• _THE TASK_: Give the number of lines in the data that contain the word "header"; no other text is needed.

• _TASK DATA_:
>>>>>
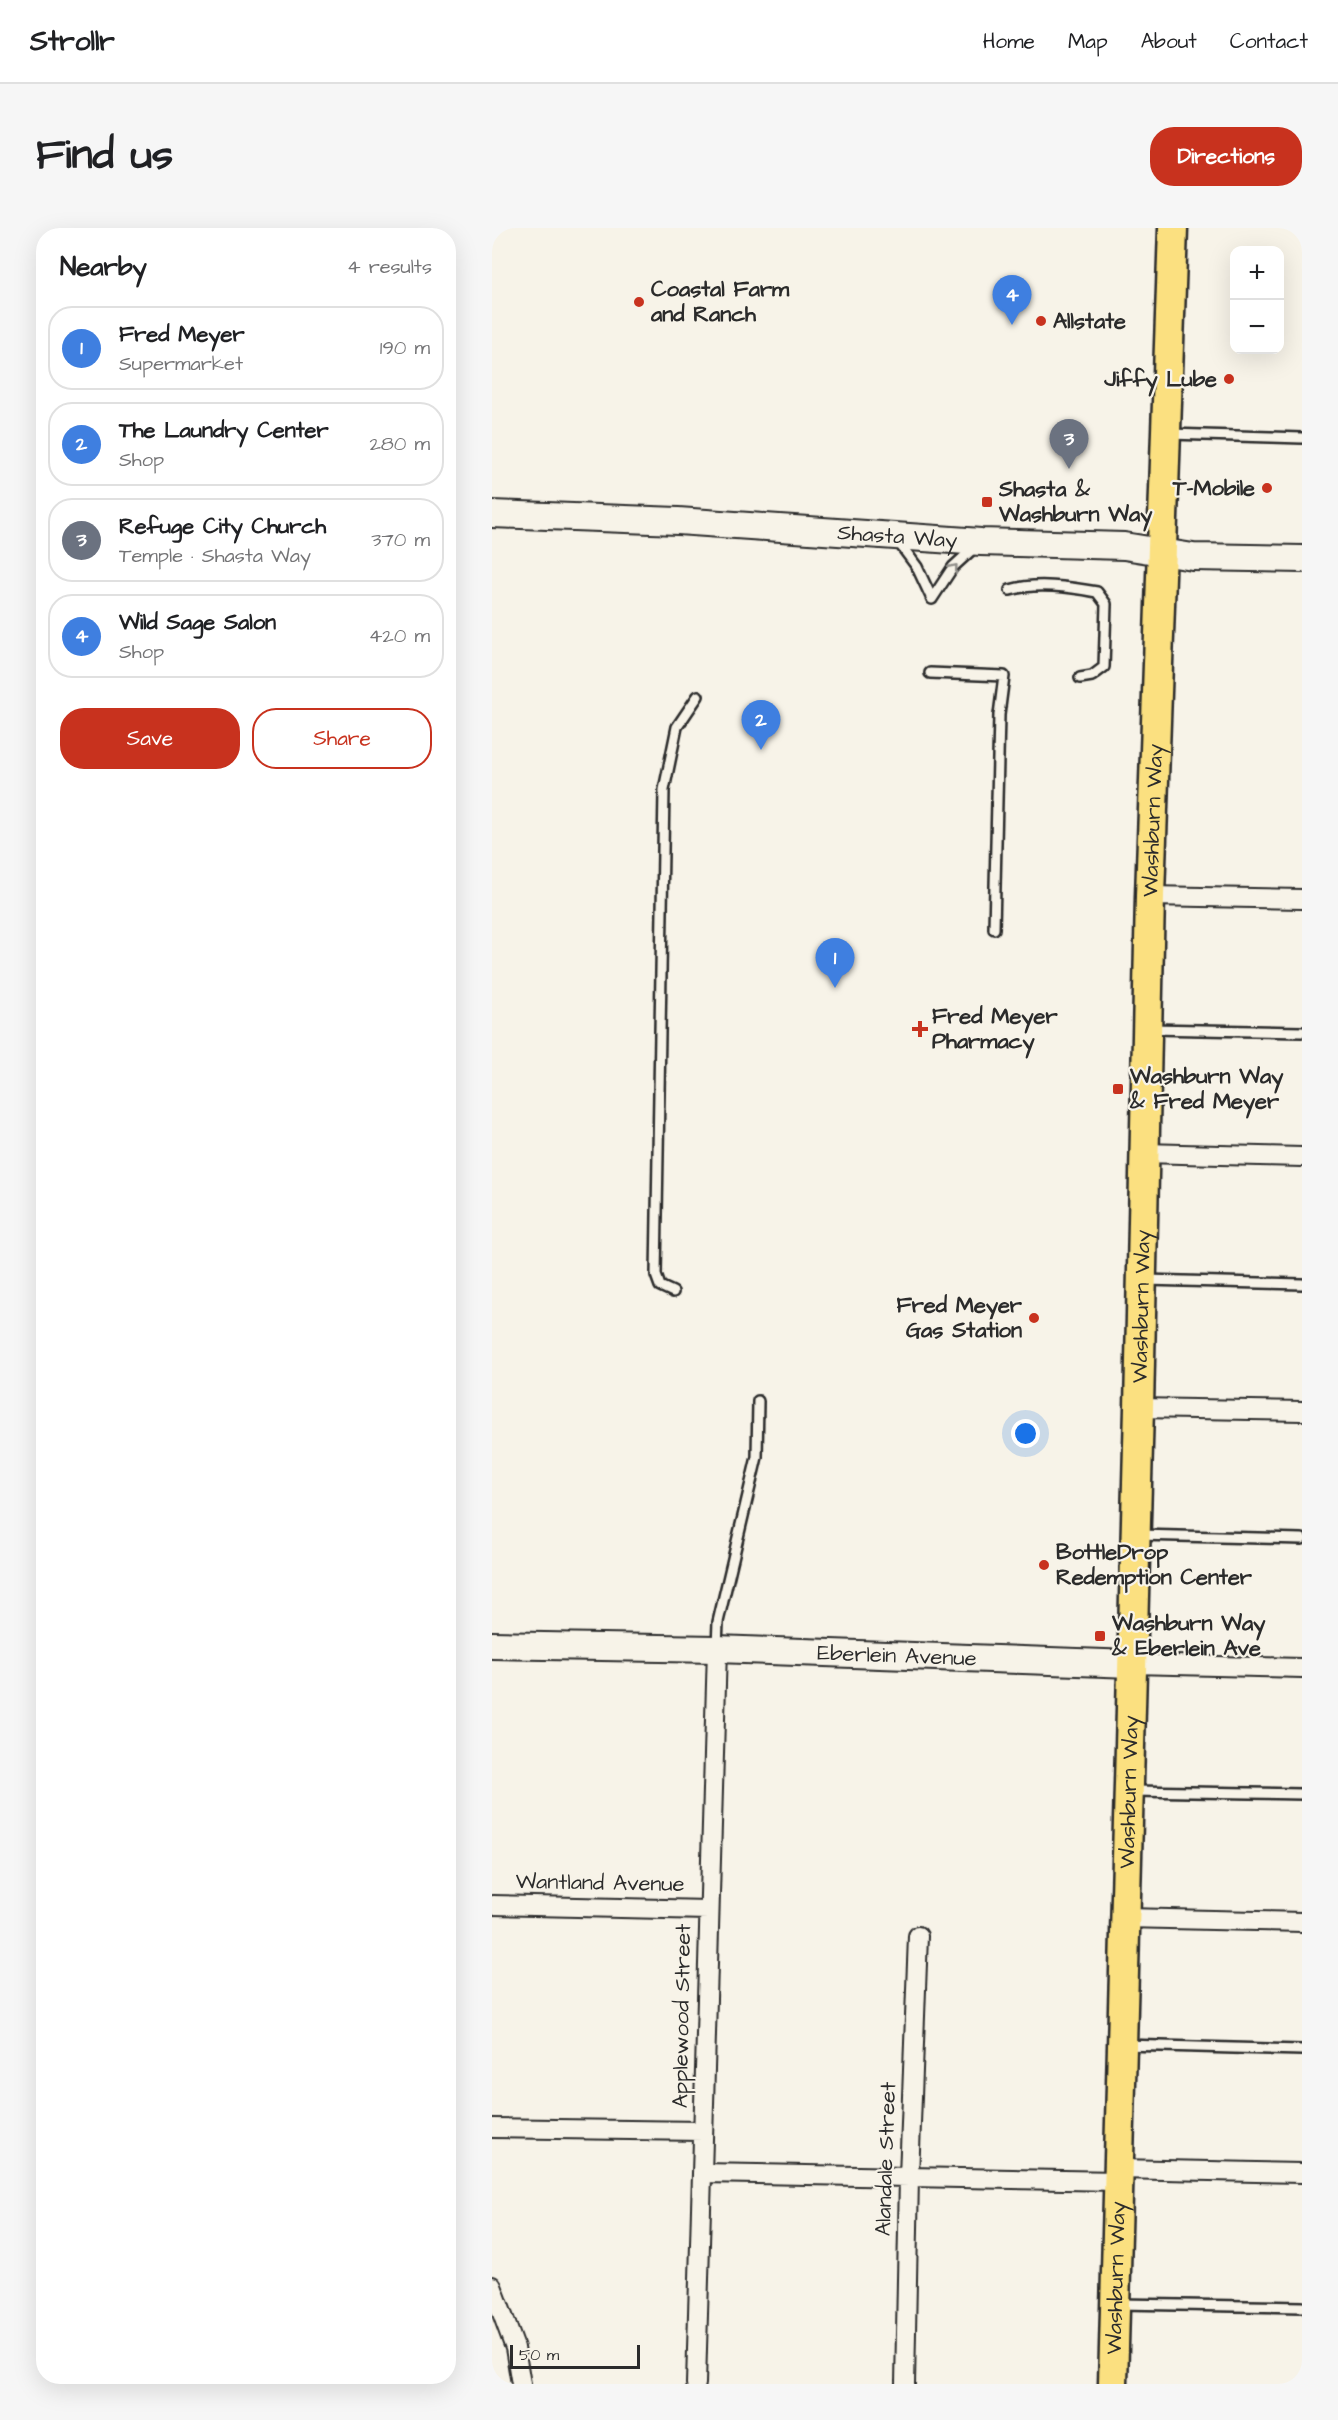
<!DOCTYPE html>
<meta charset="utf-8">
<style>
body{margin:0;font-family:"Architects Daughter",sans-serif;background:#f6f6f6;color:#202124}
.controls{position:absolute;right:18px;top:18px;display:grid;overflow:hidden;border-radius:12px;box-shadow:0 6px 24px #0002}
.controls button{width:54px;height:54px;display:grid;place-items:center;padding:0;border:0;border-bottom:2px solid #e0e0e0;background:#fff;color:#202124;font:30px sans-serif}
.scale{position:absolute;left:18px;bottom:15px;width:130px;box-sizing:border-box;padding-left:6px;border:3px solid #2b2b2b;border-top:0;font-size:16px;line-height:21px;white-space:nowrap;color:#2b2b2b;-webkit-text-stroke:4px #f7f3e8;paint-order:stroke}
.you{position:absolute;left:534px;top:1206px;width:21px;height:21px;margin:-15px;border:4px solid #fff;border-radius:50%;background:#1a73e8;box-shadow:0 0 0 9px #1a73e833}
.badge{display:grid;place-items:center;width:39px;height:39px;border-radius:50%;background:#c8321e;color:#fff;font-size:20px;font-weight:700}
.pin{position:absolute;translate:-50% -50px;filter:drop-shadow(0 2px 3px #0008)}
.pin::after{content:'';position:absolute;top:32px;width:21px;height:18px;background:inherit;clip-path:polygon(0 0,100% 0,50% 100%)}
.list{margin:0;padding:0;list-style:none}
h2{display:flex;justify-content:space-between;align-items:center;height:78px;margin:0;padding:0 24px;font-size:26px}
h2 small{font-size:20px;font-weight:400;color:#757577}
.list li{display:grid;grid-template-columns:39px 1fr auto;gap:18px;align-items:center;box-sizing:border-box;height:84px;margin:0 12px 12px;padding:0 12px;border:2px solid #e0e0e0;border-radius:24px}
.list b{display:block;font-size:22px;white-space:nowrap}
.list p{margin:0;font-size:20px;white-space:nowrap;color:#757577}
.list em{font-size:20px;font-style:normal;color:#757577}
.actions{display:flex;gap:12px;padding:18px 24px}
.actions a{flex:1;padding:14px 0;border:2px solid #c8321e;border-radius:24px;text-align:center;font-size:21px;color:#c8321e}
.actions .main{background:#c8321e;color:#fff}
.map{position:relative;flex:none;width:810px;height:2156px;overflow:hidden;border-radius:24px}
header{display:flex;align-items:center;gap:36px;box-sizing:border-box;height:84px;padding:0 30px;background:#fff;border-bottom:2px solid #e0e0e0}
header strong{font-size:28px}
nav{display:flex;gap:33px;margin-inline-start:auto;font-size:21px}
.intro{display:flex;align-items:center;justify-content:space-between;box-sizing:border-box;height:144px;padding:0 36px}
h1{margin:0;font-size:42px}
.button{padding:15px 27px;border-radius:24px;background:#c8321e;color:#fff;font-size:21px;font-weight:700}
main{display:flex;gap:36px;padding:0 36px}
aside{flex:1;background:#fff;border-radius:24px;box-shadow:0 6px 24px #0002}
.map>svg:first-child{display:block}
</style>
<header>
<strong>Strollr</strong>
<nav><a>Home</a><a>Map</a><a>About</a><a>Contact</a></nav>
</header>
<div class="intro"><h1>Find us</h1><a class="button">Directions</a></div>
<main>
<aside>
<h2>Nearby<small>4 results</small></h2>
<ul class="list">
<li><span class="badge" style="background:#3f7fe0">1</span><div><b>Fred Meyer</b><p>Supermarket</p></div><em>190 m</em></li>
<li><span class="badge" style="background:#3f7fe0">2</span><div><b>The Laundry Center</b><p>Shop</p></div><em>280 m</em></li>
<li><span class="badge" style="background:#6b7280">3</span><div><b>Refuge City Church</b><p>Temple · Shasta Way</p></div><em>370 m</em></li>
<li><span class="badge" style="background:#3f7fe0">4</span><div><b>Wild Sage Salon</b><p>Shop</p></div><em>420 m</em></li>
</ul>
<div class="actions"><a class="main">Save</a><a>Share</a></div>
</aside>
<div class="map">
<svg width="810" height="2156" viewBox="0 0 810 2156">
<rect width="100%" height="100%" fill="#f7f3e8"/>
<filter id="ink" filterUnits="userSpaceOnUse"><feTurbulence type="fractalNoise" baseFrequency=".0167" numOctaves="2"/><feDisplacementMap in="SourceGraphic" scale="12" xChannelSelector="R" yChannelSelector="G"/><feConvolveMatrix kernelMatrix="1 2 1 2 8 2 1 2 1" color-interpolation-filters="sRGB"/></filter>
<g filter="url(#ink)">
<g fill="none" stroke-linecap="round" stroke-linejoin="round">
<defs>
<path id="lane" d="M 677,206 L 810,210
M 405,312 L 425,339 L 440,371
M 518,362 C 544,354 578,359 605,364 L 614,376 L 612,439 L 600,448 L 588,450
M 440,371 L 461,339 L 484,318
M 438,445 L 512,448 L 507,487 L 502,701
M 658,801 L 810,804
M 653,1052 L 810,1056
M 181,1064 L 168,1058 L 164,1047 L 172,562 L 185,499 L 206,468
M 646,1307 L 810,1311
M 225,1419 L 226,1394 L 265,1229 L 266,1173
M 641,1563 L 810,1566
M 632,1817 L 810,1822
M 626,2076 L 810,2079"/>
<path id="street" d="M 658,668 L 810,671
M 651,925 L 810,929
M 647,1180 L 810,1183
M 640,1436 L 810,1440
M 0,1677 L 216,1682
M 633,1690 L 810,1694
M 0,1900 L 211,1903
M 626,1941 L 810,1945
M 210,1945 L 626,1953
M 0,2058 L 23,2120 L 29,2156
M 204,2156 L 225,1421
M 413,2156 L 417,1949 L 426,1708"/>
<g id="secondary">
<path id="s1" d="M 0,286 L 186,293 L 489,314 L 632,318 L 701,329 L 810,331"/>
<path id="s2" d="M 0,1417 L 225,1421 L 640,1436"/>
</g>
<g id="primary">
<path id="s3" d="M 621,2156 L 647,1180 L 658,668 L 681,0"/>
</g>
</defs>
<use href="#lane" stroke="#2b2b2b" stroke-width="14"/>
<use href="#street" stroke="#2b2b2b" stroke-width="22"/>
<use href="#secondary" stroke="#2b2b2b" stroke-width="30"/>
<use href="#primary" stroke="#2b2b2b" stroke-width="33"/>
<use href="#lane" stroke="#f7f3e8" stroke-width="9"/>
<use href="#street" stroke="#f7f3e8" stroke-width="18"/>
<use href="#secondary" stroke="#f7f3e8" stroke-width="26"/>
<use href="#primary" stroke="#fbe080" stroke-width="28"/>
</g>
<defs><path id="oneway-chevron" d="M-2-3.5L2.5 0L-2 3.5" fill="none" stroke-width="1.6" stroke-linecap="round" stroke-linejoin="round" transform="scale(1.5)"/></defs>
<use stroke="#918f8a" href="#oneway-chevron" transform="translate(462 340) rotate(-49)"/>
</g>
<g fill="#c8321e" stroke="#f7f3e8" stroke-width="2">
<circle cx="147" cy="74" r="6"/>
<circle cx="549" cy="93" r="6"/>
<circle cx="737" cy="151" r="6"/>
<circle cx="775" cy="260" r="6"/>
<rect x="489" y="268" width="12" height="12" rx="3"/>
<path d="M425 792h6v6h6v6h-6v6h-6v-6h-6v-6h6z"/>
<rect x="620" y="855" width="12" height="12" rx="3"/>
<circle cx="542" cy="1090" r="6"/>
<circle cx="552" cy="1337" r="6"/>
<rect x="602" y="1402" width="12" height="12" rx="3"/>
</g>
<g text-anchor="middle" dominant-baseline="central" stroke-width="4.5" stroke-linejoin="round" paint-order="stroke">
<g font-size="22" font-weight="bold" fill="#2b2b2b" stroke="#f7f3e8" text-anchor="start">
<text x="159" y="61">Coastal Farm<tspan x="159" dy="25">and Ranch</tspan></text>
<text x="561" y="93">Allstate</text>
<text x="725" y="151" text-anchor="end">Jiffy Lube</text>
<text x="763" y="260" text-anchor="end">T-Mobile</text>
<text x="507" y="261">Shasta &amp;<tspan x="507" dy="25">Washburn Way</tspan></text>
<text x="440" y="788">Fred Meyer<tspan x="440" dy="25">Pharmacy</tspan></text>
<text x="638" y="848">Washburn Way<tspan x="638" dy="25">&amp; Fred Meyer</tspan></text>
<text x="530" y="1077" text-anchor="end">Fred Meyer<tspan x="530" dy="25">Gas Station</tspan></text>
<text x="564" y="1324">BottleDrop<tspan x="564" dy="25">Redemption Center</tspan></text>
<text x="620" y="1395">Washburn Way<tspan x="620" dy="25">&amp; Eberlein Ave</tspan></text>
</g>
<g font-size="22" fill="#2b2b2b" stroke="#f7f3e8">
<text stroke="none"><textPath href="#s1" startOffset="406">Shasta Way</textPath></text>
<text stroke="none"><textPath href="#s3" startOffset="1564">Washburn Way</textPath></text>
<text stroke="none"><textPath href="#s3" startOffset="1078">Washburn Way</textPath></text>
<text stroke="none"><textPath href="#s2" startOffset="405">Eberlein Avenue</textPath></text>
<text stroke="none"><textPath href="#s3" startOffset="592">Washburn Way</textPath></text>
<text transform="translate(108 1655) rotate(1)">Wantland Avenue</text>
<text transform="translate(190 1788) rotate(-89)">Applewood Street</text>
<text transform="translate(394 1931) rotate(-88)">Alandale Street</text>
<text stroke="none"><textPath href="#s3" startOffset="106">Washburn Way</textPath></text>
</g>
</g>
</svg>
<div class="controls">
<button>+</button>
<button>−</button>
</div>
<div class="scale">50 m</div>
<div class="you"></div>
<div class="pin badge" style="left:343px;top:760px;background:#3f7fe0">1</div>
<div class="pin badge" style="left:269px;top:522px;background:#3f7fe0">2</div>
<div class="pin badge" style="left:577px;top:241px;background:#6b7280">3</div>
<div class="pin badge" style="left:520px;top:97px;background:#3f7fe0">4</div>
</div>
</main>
<<<<<
• _YOUR SOLUTION_: 4